— Task prompt —
The required result is each line of the entries below containing the string "sheet".

— Records to process —
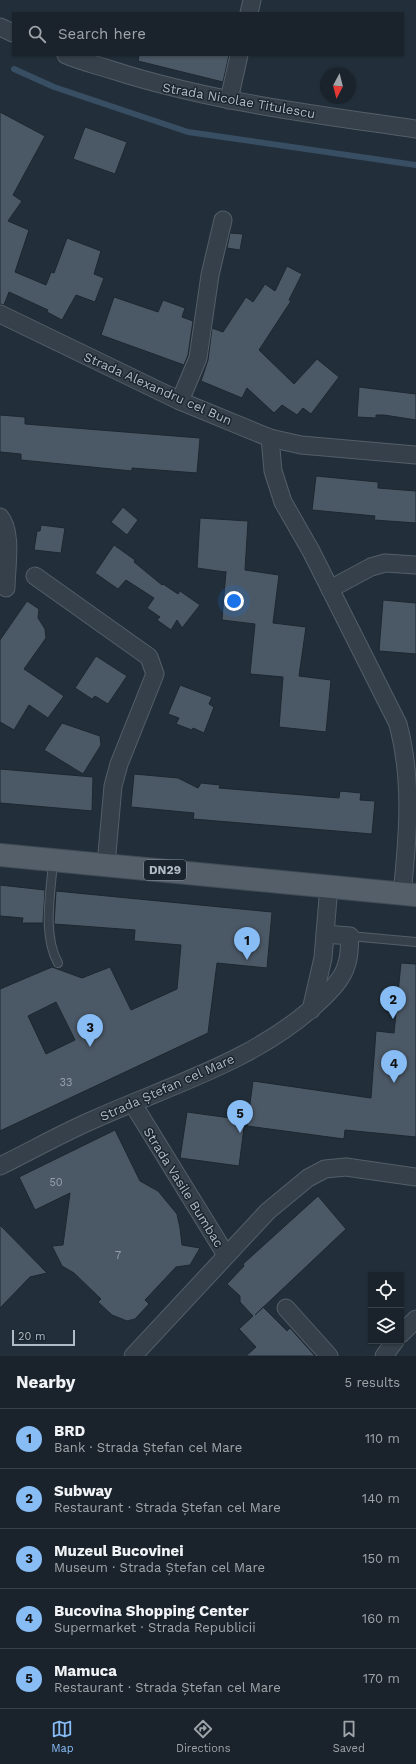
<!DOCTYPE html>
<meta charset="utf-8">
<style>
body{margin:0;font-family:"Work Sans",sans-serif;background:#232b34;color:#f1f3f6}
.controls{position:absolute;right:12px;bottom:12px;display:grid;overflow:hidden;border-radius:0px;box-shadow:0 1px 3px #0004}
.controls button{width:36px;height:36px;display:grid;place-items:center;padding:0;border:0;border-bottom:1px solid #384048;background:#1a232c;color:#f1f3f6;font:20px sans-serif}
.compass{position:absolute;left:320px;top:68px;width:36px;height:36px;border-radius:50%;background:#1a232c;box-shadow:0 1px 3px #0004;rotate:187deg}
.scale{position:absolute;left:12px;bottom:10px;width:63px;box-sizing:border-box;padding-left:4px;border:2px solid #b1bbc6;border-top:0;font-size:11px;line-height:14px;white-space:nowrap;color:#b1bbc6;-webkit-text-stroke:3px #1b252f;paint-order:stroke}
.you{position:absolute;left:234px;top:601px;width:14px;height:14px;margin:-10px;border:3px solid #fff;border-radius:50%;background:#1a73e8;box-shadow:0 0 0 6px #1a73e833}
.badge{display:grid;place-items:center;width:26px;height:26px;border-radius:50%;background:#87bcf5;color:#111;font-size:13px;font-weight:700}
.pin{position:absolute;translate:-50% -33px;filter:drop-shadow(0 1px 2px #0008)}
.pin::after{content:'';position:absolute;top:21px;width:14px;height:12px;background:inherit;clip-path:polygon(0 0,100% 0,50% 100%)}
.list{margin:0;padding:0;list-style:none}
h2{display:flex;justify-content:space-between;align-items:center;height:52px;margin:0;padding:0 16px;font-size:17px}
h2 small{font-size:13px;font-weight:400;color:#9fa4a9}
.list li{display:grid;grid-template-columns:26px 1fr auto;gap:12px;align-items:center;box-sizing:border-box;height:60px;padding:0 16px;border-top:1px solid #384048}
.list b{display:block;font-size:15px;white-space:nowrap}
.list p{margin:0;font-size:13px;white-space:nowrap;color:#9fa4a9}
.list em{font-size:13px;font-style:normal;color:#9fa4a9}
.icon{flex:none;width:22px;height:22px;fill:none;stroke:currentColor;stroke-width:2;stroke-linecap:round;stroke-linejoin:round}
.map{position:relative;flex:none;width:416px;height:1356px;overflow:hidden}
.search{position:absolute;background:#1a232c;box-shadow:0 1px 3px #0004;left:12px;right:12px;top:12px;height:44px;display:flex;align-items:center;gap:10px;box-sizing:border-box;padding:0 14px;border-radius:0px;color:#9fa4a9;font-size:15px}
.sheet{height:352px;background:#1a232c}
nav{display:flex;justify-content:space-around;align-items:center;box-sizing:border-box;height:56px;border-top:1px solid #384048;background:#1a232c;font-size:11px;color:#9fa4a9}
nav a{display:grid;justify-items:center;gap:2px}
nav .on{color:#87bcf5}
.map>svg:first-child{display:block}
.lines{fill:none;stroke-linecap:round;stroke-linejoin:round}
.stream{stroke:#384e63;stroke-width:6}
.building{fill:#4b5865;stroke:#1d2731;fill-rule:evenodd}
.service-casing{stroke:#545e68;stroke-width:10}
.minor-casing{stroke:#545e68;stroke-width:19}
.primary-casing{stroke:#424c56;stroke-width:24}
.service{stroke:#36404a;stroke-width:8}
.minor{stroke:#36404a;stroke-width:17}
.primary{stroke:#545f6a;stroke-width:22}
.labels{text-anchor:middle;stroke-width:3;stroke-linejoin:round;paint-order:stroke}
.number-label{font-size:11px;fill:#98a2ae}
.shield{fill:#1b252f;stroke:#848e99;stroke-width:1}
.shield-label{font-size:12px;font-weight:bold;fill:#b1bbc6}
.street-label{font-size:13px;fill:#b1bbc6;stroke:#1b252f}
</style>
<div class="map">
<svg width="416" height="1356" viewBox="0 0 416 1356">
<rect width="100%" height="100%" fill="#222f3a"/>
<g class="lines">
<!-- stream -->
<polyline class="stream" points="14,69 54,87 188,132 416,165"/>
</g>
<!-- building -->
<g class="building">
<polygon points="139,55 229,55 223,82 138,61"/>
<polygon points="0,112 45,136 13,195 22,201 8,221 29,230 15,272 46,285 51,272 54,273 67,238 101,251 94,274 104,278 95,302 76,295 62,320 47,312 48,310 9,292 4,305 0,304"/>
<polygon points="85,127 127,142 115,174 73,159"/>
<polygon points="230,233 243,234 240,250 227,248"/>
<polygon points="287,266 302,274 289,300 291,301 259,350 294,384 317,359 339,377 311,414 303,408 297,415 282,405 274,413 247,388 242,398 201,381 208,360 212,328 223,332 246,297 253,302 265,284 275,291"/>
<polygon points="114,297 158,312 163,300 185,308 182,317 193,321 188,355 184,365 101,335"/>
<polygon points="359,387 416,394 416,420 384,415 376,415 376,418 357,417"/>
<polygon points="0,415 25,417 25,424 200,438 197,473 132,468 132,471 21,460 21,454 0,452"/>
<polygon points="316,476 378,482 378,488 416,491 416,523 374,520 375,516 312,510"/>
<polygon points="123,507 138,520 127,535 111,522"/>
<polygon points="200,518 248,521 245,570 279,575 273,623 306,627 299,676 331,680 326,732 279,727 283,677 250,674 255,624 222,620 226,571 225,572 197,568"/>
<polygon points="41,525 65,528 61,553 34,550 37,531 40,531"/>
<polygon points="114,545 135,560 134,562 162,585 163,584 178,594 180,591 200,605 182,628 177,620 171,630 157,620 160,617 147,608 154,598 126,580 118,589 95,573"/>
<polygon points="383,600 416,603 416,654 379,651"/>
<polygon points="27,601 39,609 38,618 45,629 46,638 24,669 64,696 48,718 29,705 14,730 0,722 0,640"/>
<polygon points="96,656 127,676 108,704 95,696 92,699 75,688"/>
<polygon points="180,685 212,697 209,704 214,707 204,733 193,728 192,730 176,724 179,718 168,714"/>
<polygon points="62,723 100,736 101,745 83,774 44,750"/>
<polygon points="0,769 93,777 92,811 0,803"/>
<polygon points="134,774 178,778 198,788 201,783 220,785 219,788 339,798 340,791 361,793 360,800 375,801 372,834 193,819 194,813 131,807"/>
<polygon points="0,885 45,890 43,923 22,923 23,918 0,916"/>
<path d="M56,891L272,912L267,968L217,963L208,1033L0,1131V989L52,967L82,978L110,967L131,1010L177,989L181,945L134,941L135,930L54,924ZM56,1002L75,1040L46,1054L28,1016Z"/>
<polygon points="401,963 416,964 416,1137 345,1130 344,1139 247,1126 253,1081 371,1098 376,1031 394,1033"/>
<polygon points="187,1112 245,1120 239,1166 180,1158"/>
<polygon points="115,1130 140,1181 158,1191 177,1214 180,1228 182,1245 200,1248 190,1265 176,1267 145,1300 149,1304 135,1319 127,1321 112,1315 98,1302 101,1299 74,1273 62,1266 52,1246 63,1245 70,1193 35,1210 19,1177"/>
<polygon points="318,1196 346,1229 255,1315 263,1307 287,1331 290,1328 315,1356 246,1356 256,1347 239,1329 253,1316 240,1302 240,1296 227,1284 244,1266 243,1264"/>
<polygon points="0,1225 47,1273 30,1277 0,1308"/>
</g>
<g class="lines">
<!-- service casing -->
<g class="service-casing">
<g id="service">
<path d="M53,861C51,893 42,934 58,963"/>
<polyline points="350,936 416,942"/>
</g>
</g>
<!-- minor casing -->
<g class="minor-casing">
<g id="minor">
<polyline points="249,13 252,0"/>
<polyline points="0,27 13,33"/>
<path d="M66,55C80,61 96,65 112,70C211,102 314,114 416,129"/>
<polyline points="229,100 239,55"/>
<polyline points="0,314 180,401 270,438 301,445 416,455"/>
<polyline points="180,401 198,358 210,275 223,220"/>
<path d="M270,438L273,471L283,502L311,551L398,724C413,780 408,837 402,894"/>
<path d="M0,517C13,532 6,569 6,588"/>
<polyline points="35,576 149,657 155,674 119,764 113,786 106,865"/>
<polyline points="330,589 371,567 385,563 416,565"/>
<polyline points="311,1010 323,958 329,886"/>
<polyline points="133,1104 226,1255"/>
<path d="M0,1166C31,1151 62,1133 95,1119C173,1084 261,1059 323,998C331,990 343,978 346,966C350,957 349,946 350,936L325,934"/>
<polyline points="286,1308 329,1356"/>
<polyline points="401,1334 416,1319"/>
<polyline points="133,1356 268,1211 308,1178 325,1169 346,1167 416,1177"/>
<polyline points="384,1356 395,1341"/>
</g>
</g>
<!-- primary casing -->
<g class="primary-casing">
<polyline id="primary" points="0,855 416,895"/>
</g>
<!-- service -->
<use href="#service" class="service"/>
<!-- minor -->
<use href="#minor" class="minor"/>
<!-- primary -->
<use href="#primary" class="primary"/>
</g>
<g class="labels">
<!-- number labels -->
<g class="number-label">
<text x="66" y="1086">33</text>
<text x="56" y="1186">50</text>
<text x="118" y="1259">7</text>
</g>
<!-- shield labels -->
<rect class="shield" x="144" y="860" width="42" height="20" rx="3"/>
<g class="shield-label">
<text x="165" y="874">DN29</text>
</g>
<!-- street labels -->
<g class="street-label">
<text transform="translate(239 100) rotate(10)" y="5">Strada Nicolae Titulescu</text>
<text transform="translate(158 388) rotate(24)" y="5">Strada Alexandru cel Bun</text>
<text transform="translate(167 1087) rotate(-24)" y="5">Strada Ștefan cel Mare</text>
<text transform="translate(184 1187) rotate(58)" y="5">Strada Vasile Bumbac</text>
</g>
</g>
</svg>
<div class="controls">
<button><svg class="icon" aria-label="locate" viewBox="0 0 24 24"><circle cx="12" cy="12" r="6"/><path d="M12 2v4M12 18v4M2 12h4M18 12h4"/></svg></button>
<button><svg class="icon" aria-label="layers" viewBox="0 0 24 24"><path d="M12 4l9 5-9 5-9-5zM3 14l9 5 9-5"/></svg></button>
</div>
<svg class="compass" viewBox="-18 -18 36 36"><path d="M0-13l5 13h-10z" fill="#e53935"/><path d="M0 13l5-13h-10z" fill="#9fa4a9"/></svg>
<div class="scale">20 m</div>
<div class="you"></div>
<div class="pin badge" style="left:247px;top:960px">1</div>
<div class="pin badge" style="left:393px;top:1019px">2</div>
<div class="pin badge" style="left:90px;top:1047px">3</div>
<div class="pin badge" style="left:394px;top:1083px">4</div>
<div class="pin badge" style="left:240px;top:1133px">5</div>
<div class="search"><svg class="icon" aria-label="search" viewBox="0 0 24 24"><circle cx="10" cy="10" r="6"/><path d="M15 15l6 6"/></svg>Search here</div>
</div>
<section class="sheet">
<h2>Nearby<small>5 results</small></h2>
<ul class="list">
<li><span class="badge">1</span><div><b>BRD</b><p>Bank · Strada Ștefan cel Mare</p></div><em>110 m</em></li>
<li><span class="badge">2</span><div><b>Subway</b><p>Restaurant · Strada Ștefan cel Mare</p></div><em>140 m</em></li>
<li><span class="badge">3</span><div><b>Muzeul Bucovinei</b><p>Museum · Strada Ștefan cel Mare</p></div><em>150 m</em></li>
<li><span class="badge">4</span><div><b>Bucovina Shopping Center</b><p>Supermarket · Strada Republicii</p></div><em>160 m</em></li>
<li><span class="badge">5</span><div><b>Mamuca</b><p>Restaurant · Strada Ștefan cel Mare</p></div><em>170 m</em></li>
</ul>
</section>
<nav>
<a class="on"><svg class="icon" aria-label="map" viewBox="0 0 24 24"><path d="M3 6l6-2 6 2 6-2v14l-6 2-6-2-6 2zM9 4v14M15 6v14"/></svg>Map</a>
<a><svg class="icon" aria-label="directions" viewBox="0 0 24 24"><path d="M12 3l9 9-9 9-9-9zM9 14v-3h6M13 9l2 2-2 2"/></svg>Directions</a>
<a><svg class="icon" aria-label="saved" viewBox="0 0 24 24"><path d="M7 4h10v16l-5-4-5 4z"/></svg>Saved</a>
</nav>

— Answer box —
.sheet{height:352px;background:#1a232c}
<section class="sheet">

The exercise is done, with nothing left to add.